DataSheet1_Case Report: Decrypting an interchromosomal insertion associated with Marfan’s syndrome: how optical genome mapping emphasizes the morbid burden of copy-neutral variants.pdf

Optical genome mapping (OGM), which allows analysis of ultra-high molecular weight (UHMW) DNA molecules, represents a response to the restriction created by short-read next-generation-sequencing, even in cases where the causative variant is a neutral copy-number-variant insensitive to quantitative investigations.

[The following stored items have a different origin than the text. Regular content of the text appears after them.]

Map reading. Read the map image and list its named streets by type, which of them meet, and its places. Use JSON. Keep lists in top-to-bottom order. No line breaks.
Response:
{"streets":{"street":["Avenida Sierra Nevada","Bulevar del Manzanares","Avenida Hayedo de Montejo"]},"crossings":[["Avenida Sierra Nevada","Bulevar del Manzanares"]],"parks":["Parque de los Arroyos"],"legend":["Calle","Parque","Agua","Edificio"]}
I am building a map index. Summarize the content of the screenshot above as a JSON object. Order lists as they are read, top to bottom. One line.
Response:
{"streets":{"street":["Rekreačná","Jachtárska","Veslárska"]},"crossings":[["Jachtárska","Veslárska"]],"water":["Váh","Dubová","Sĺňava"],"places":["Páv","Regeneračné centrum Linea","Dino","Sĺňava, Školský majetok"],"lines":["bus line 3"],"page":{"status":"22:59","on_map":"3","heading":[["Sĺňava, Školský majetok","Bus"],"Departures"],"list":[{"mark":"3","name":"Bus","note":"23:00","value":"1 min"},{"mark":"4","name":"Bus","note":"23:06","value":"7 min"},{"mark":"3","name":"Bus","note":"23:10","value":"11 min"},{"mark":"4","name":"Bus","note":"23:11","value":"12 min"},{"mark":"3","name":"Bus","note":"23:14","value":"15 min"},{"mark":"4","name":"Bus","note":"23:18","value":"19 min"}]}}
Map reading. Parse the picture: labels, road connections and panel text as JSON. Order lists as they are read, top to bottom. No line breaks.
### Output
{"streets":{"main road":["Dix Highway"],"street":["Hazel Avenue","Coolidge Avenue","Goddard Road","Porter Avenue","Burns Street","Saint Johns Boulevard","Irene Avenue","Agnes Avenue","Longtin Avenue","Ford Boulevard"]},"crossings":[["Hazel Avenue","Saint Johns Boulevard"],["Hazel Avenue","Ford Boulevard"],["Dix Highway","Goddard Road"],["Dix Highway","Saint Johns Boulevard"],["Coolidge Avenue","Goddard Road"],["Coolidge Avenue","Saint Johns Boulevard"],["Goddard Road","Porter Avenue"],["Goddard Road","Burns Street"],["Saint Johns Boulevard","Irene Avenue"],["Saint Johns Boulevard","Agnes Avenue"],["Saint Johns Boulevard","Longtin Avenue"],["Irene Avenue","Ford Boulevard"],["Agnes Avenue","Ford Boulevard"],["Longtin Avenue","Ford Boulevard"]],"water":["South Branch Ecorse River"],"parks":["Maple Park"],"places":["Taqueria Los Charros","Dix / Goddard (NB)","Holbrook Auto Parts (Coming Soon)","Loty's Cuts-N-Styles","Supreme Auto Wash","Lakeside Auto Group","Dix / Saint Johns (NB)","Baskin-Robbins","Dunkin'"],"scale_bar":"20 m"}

This study aimed to provide a molecular diagnosis to a boy with Marfan syndrome (MFS) and intellectual disability (ID) carrying a de novo translocation involving chromosomes 3, 4, and 13 and a 1.7 Mb deletion at the breakpoint of chromosome 3. No FBN1 alteration explaining his Marfan phenotype was highlighted. UHMW gDNA was isolated from both the patient and his parents and processed using OGM. Genome assembly was followed by variant calling and annotation. Multiple strategies confirmed the results. The 3p deletion, which disrupted ROBO2, (MIM*602431) included three copy-neutral insertions. Two came from chromosome 13; the third contained 15q21.1, including the FBN1 from intron-45 onwards, thus explaining the MFS phenotype. We could not attribute the ID to a specific gene variant nor to the reshuffling of topologically associating domains (TADs). Our patient did not have vesicular reflux-2, as reported by missense alterations of ROBO2 (VUR2, MIM#610878), implying that reduced expression of all or some isoforms has a different effect than some of the point mutations. Indeed, the ROBO2 expression pattern and its role as an axon-guide suggests that its partial deletion is responsible for the patient’s neurological phenotype. Conclusion: OGM testing 1) highlights copy-neutral variants that could remain invisible if no loss of heterozygosity is observed and 2) is mandatory before other molecular studies in the presence of any chromosomal rearrangement for an accurate genotype-phenotype relationship.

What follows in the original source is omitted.